■ **What is expected**:
In full and exactly, reproduce the entries below, but omit the pictures.

■ **Dataset entries**:
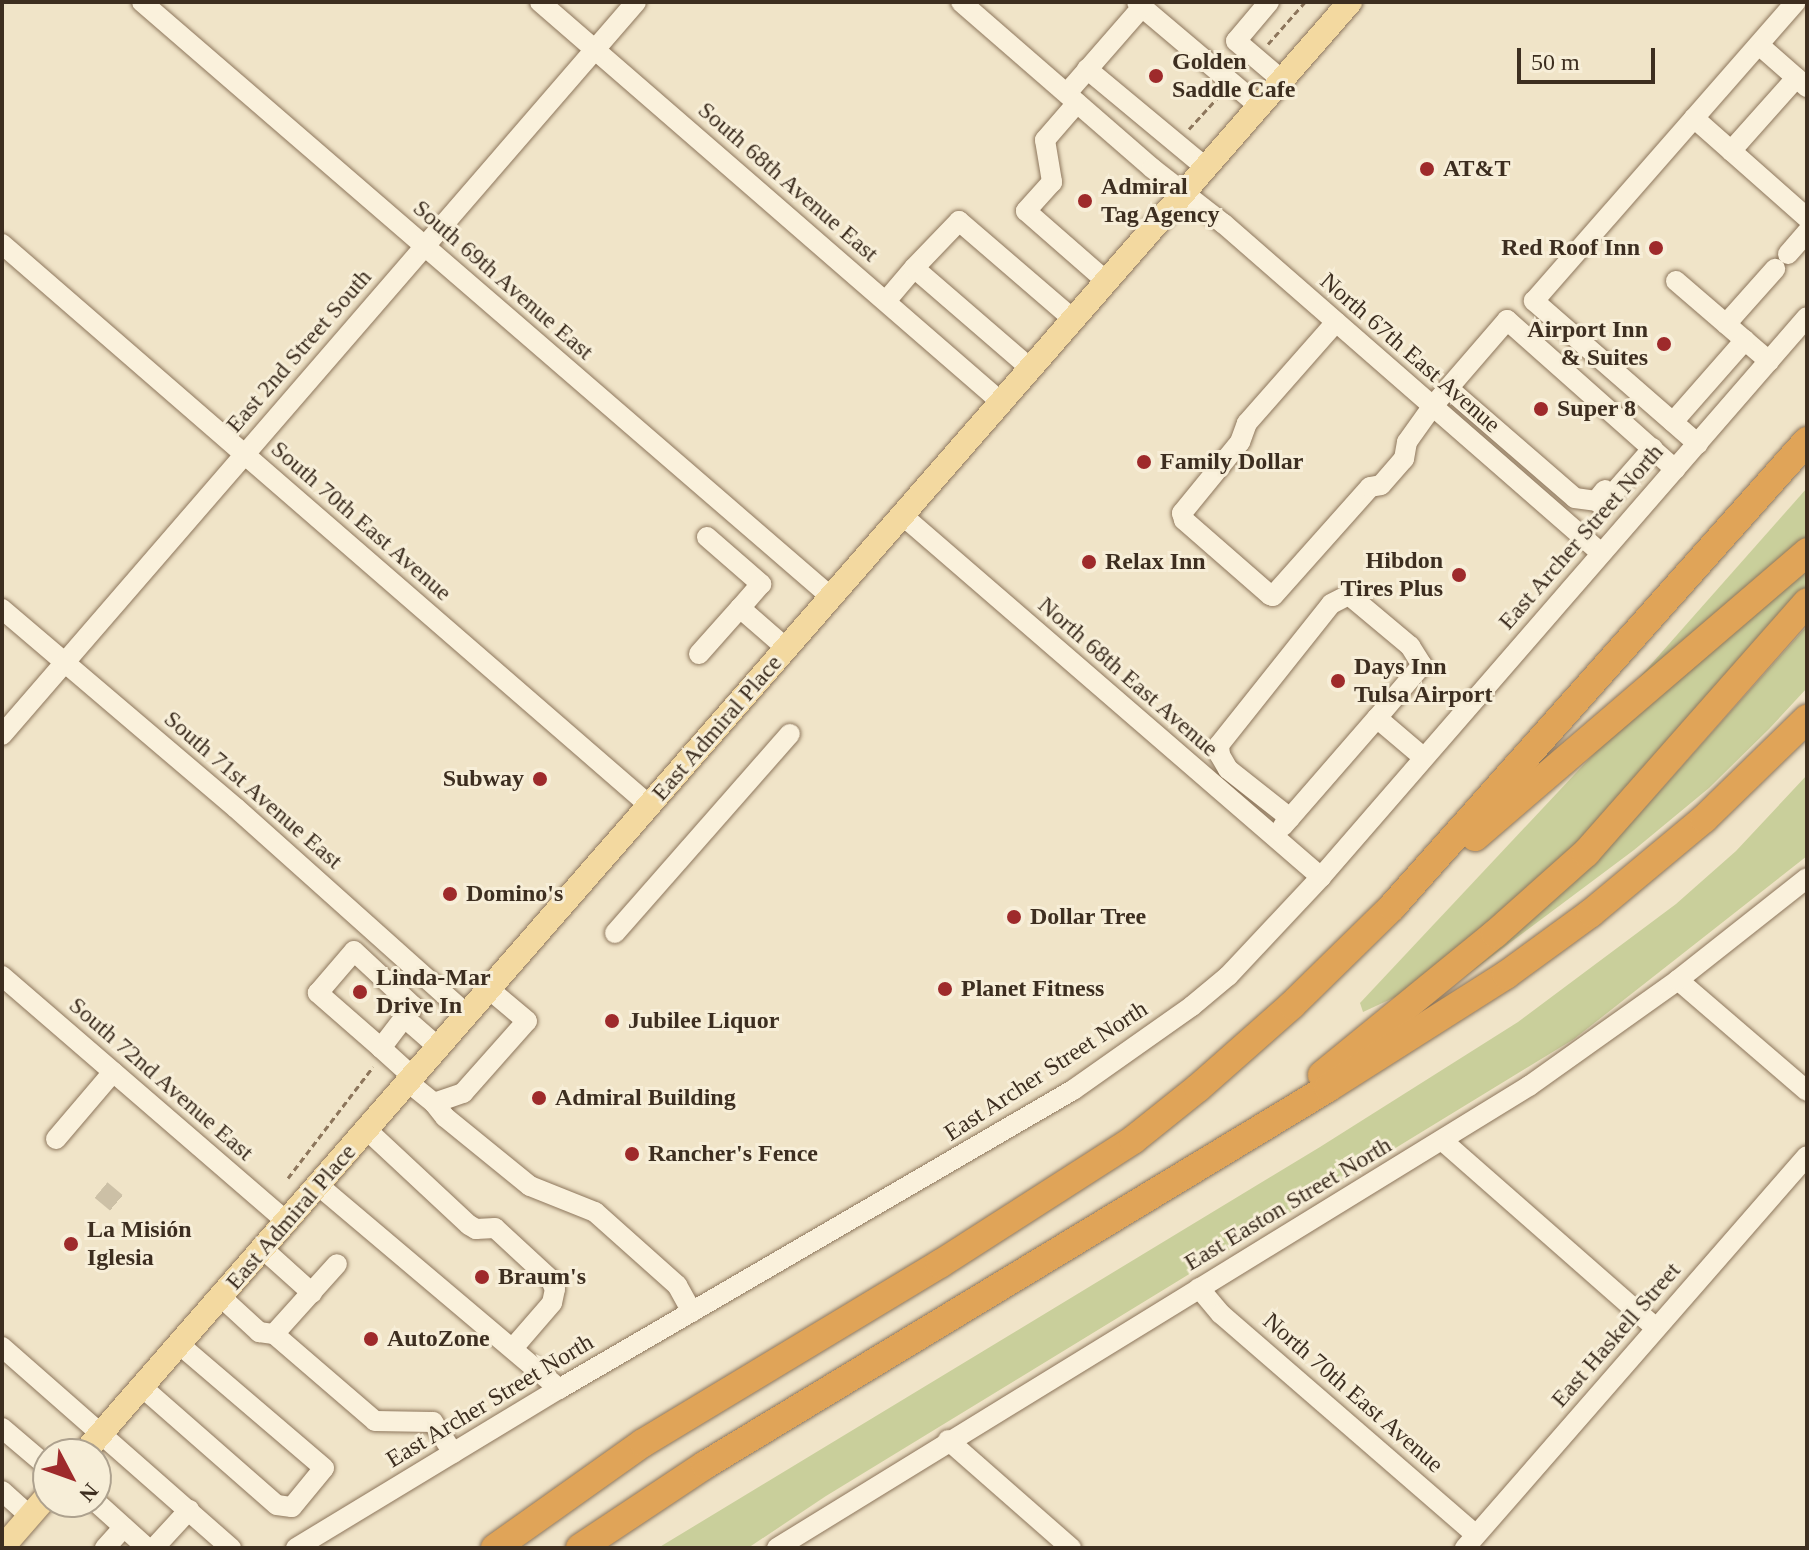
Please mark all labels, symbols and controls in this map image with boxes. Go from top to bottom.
scale bar [1521,32,1659,82]
place label: Golden Saddle Cafe [1172,48,1295,104]
text: 50 m [1531,49,1580,75]
marker: Golden Saddle Cafe [1147,67,1165,85]
street label: South 68th Avenue East [691,95,885,269]
place label: AT&T [1443,155,1511,183]
marker: AT&T [1418,160,1436,178]
place label: Admiral Tag Agency [1101,173,1221,229]
marker: Admiral Tag Agency [1076,192,1094,210]
street label: South 69th Avenue East [406,193,600,367]
place label: Red Roof Inn [1501,234,1640,262]
marker: Red Roof Inn [1647,239,1665,257]
street label: East 2nd Street South [220,263,378,439]
street label: North 67th East Avenue [1313,266,1507,440]
place label: Airport Inn & Suites [1527,316,1648,372]
marker: Airport Inn & Suites [1655,335,1673,353]
place label: Super 8 [1557,395,1636,423]
marker: Super 8 [1532,400,1550,418]
street label: South 70th East Avenue [264,434,458,608]
street label: East Archer Street North [1492,438,1670,636]
place label: Family Dollar [1160,448,1303,476]
marker: Family Dollar [1135,453,1153,471]
place label: Hibdon Tires Plus [1341,547,1443,603]
place label: Relax Inn [1105,548,1206,576]
marker: Relax Inn [1080,553,1098,571]
marker: Hibdon Tires Plus [1450,566,1468,584]
street label: North 68th East Avenue [1031,590,1225,764]
street label: East Admiral Place [645,649,789,807]
place label: Days Inn Tulsa Airport [1354,653,1494,709]
marker: Days Inn Tulsa Airport [1329,672,1347,690]
street label: South 71st Avenue East [157,704,349,876]
place label: Subway [443,765,524,793]
marker: Subway [531,770,549,788]
place label: Domino's [466,880,563,908]
marker: Domino's [441,885,459,903]
place label: Dollar Tree [1030,903,1147,931]
marker: Dollar Tree [1005,908,1023,926]
place label: Linda-Mar Drive In [376,964,491,1020]
place label: Planet Fitness [961,975,1104,1003]
marker: Planet Fitness [936,980,954,998]
marker: Linda-Mar Drive In [351,983,369,1001]
street label: South 72nd Avenue East [62,991,260,1167]
street label: East Archer Street North [938,994,1154,1148]
place label: Jubilee Liquor [628,1007,779,1035]
marker: Jubilee Liquor [603,1012,621,1030]
place label: Admiral Building [555,1084,736,1112]
marker: Admiral Building [530,1089,548,1107]
street label: East Easton Street North [1179,1131,1397,1277]
street label: East Admiral Place [219,1138,363,1296]
place label: Rancher's Fence [648,1140,818,1168]
marker: Rancher's Fence [623,1145,641,1163]
place label: La Misión Iglesia [87,1216,192,1272]
marker: La Misión Iglesia [62,1235,80,1253]
street label: East Haskell Street [1545,1257,1687,1413]
place label: Braum's [498,1263,586,1291]
marker: Braum's [473,1268,491,1286]
street label: North 70th East Avenue [1256,1306,1450,1480]
place label: AutoZone [387,1325,490,1353]
street label: East Archer Street North [381,1327,599,1475]
marker: AutoZone [362,1330,380,1348]
north arrow [32,1438,112,1518]
text: N [74,1479,104,1507]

■ **Reply**:
Please mark all labels, symbols and controls in this map image with boxes. Go from top to bottom.
scale bar [1521,32,1659,82]
place label: Golden Saddle Cafe [1172,48,1295,104]
text: 50 m [1531,49,1580,75]
marker: Golden Saddle Cafe [1147,67,1165,85]
street label: South 68th Avenue East [691,95,885,269]
place label: AT&T [1443,155,1511,183]
marker: AT&T [1418,160,1436,178]
place label: Admiral Tag Agency [1101,173,1221,229]
marker: Admiral Tag Agency [1076,192,1094,210]
street label: South 69th Avenue East [406,193,600,367]
place label: Red Roof Inn [1501,234,1640,262]
marker: Red Roof Inn [1647,239,1665,257]
street label: East 2nd Street South [220,263,378,439]
street label: North 67th East Avenue [1313,266,1507,440]
place label: Airport Inn & Suites [1527,316,1648,372]
marker: Airport Inn & Suites [1655,335,1673,353]
place label: Super 8 [1557,395,1636,423]
marker: Super 8 [1532,400,1550,418]
street label: South 70th East Avenue [264,434,458,608]
street label: East Archer Street North [1492,438,1670,636]
place label: Family Dollar [1160,448,1303,476]
marker: Family Dollar [1135,453,1153,471]
place label: Hibdon Tires Plus [1341,547,1443,603]
place label: Relax Inn [1105,548,1206,576]
marker: Relax Inn [1080,553,1098,571]
marker: Hibdon Tires Plus [1450,566,1468,584]
street label: North 68th East Avenue [1031,590,1225,764]
street label: East Admiral Place [645,649,789,807]
place label: Days Inn Tulsa Airport [1354,653,1494,709]
marker: Days Inn Tulsa Airport [1329,672,1347,690]
street label: South 71st Avenue East [157,704,349,876]
place label: Subway [443,765,524,793]
marker: Subway [531,770,549,788]
place label: Domino's [466,880,563,908]
marker: Domino's [441,885,459,903]
place label: Dollar Tree [1030,903,1147,931]
marker: Dollar Tree [1005,908,1023,926]
place label: Linda-Mar Drive In [376,964,491,1020]
place label: Planet Fitness [961,975,1104,1003]
marker: Planet Fitness [936,980,954,998]
marker: Linda-Mar Drive In [351,983,369,1001]
street label: South 72nd Avenue East [62,991,260,1167]
street label: East Archer Street North [938,994,1154,1148]
place label: Jubilee Liquor [628,1007,779,1035]
marker: Jubilee Liquor [603,1012,621,1030]
place label: Admiral Building [555,1084,736,1112]
marker: Admiral Building [530,1089,548,1107]
street label: East Easton Street North [1179,1131,1397,1277]
street label: East Admiral Place [219,1138,363,1296]
place label: Rancher's Fence [648,1140,818,1168]
marker: Rancher's Fence [623,1145,641,1163]
place label: La Misión Iglesia [87,1216,192,1272]
marker: La Misión Iglesia [62,1235,80,1253]
street label: East Haskell Street [1545,1257,1687,1413]
place label: Braum's [498,1263,586,1291]
marker: Braum's [473,1268,491,1286]
street label: North 70th East Avenue [1256,1306,1450,1480]
place label: AutoZone [387,1325,490,1353]
street label: East Archer Street North [381,1327,599,1475]
marker: AutoZone [362,1330,380,1348]
north arrow [32,1438,112,1518]
text: N [74,1479,104,1507]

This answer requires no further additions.